Pero también hay una cuestión muy local, que no encontré ni en mi natal Olavarría ni en mi frecuentada Mar del Plata, ciudad en la que fuimos vetadas de un departamento por haber gritado una sola vez. En una urbe como Buenos Aires, juegan dos fenómenos antagónicos y complementarios.
Por un lado, el tamaño de la ciudad potencia el anonimato y, por ende, la sensación de impunidad. Por el otro, en los barrios menos densos, de casas bajas, los códigos se relajan, posiblemente porque se pierde de vista que los demás escuchan. Si estoy más lejos de mi vecino y no pegado a su departamento, entonces no está. Ojos que no ven, oídos que no sienten.
Por eso lo de “barrio tranquilo” es una trampa en esta ciudad. Nunca sufrí tanto ruido como ahora que vivo en uno. Guitarreadas o karaoke con megáfono en la vereda de madrugada, parlante a todo volumen a cualquier hora. No sé si es falta de sentido de comunidad o que esa comunidad está resignada, pero en barrios más transitados al menos saben que no están solos. Quizás esa conciencia juegue incluso en otros temas, como el hecho de que la mayoría de los perros que vi atados viven en zonas densas -no tengo estadística, aunque sí casuística-. Igual eso es tema para otra columna.
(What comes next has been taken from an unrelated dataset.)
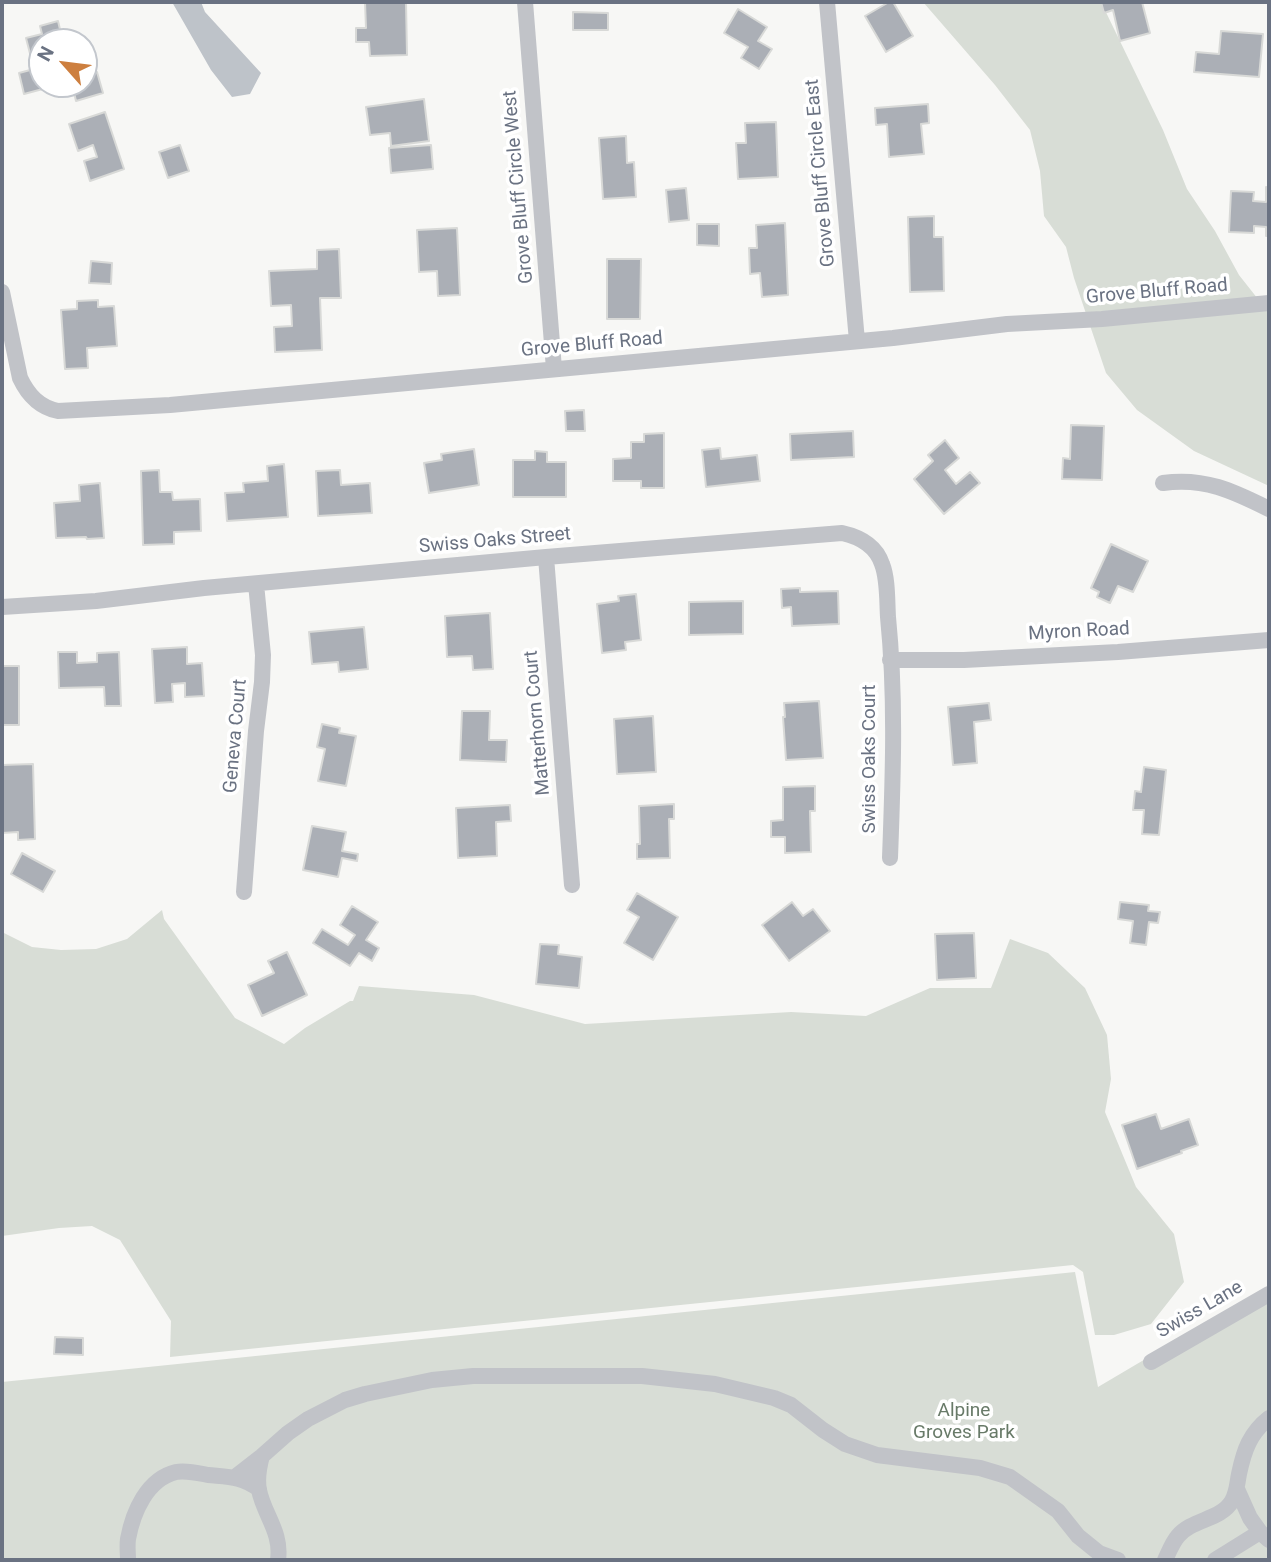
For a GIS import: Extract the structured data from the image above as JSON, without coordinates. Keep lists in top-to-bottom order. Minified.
{"streets":{"street":["Grove Bluff Circle East","Grove Bluff Circle West","Grove Bluff Road","Swiss Oaks Street","Myron Road","Matterhorn Court","Geneva Court","Swiss Oaks Court","Swiss Lane"]},"crossings":[["Grove Bluff Circle East","Grove Bluff Road"],["Grove Bluff Circle West","Grove Bluff Road"],["Swiss Oaks Street","Myron Road"],["Swiss Oaks Street","Matterhorn Court"],["Swiss Oaks Street","Geneva Court"],["Swiss Oaks Street","Swiss Oaks Court"],["Myron Road","Swiss Oaks Court"]],"parks":["Alpine Groves Park"],"north":"top left"}
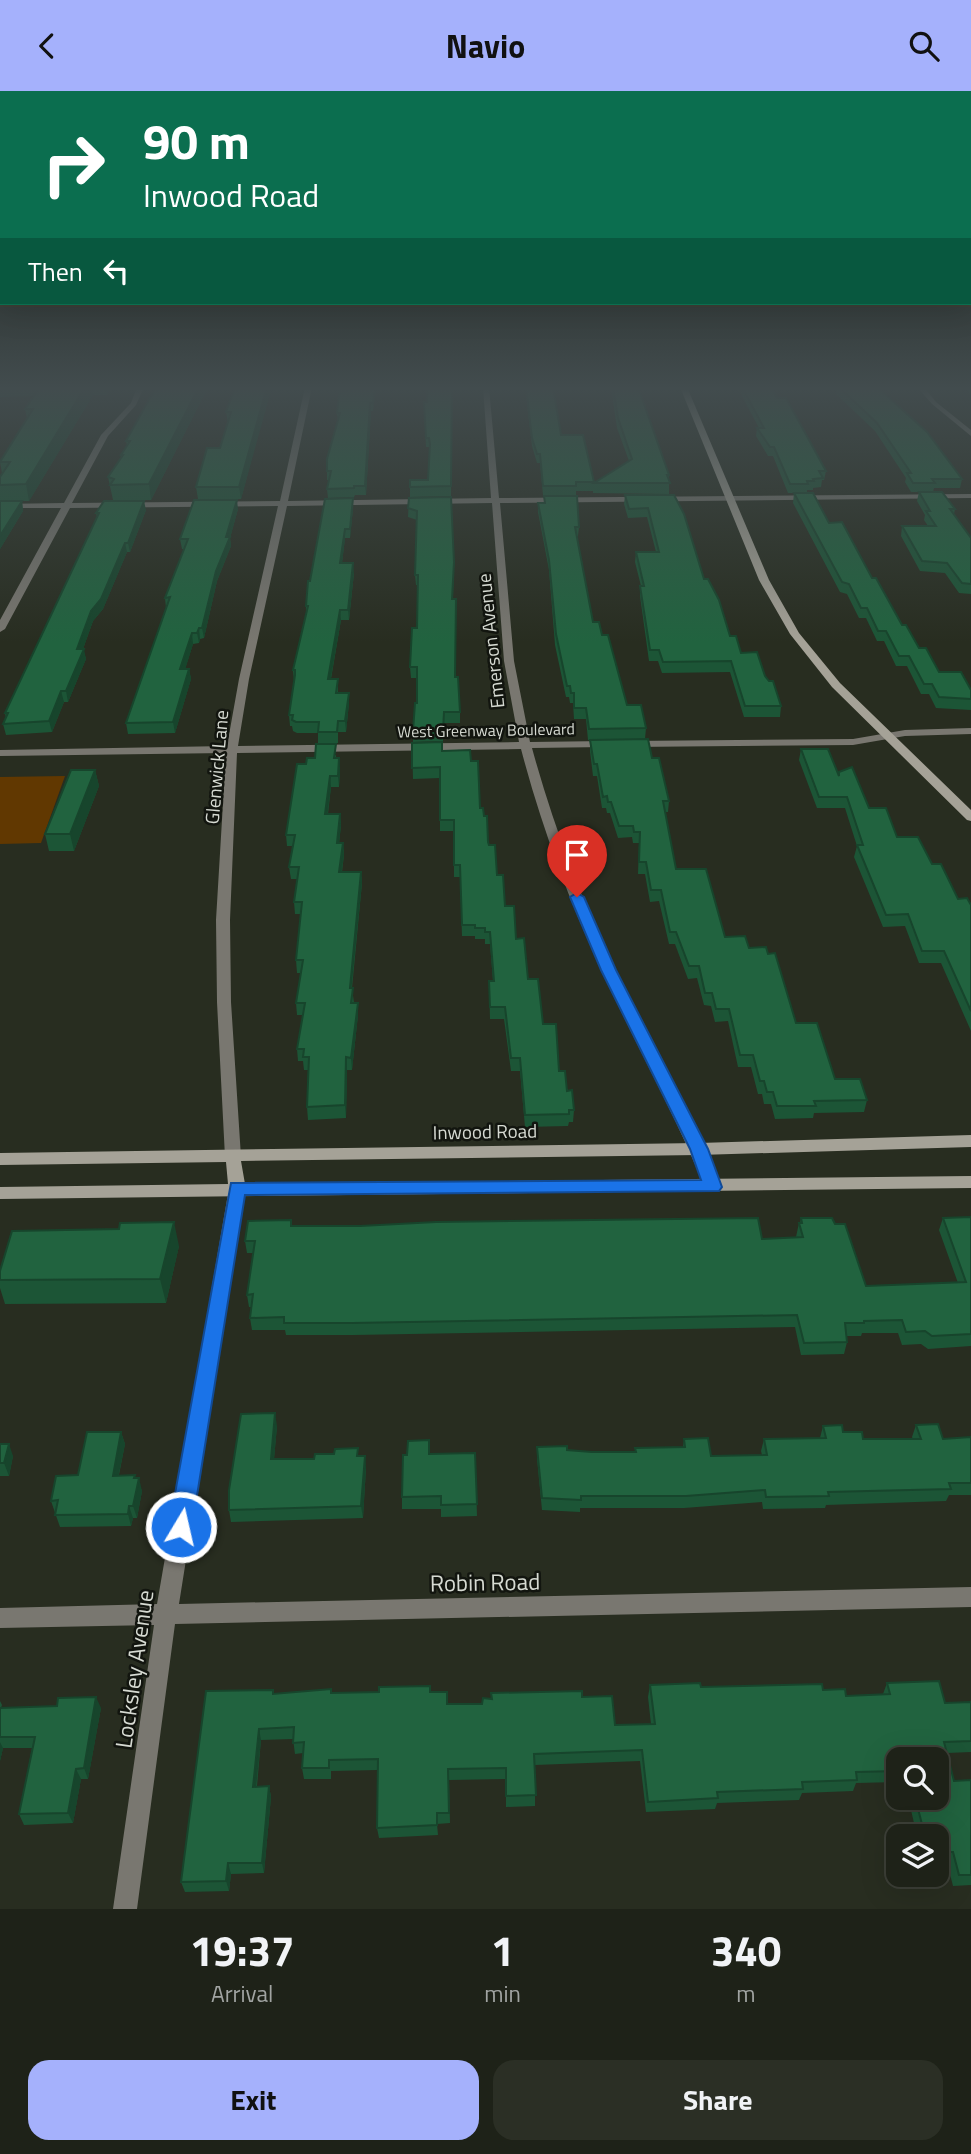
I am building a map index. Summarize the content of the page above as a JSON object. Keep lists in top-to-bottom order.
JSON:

“Duermo mejor ahora en Once. En Colegiales, mis vecinos hacían bardo los fines de semana como si estuvieran en el campo”, me contó un colega extranjero que ya cité en otra columna. Lo leo epifánicamente, incluso a sabiendas del binomio civilización-barbarie que puede implicar y que me veo muy tentada de adoptar. Claro que en los edificios también se transgreden las reglas del consorcio. Pero al menos hay reglas y, en consecuencia, algún margen de negociación.
En los barrios más densos hay más colectivos, bocinazos y sirenas de ambulancias; más avenidas estridentes como Pueyrredón, Rivadavia o Luis María Campos; más edificios construidos con materiales que amplifican el sonido en lugar de amortiguarlo. Pero entonces también hay más colchón sonoro, ese ruido blanco pseudo uniforme que aminora los otros sonidos, los intermitentes y los impulsivos. Prefiero el primero antes que los últimos. Dormía mejor en Microcentro y Palermo que en Villa Urquiza y Saavedra. Ahora bien, ¿es sano tener que elegir entre tipos de ruidos? ¿Cuán lejos estamos de vivir más tranquilos?
Difícil saberlo con precisión. El último Mapa del Ruido porteño es de 2019 y recién toca repetirlo este año, ya que la Ley 1.540 de Control de la Contaminación Acústica ordena hacer uno cada lustro. Busco informes recientes de fuentes serias: sólo encuentro ránkings de hace una década.
“En una ciudad tan ruidosa, se construye una legitimación intrínseca a hacer cualquier ruido. Total, es todo un despelote. No hay una cultura de respetar el hábitat colectivo y comunitario. El ruido es parte de la violencia urbana que destruye comunidad”, me resume el licenciado en Diseño del Paisaje Fabio Márquez (@paisajeante en X), una de las fuentes a las que recurrí en busca de estudios.
En este caos sonoro no hay consecuencias, y los que lo generan lo saben, conscientemente o no. Ni quienes destratan a sus vecinos ni quienes tocan bocina por cualquier motivo ni los responsables de obras en construcción son debidamente controlados. Mientras tanto, la transición del transporte a matrices menos ruidosas avanza poco y lento. Y las denuncias vecinales implican que uno mismo consiga evidencia, por lo que terminan exponiendo más al denunciante que al denunciado.
En Buenos Aires se naturalizó el ruido. Para eso debe haber quien lo tolere pero, sobre todo, debe existir alguien que naturalice producirlo. No es cierto que no se sufra. Cada amigo, colega o conocido consultado tuvo alguna queja sobre el tema: un vecino en obra a toda hora, una avenida llena de colectivos, una fiesta a todo volumen, gente que grita en la calle. Y la lista sigue: pueden sumar acá abajo en los comentarios.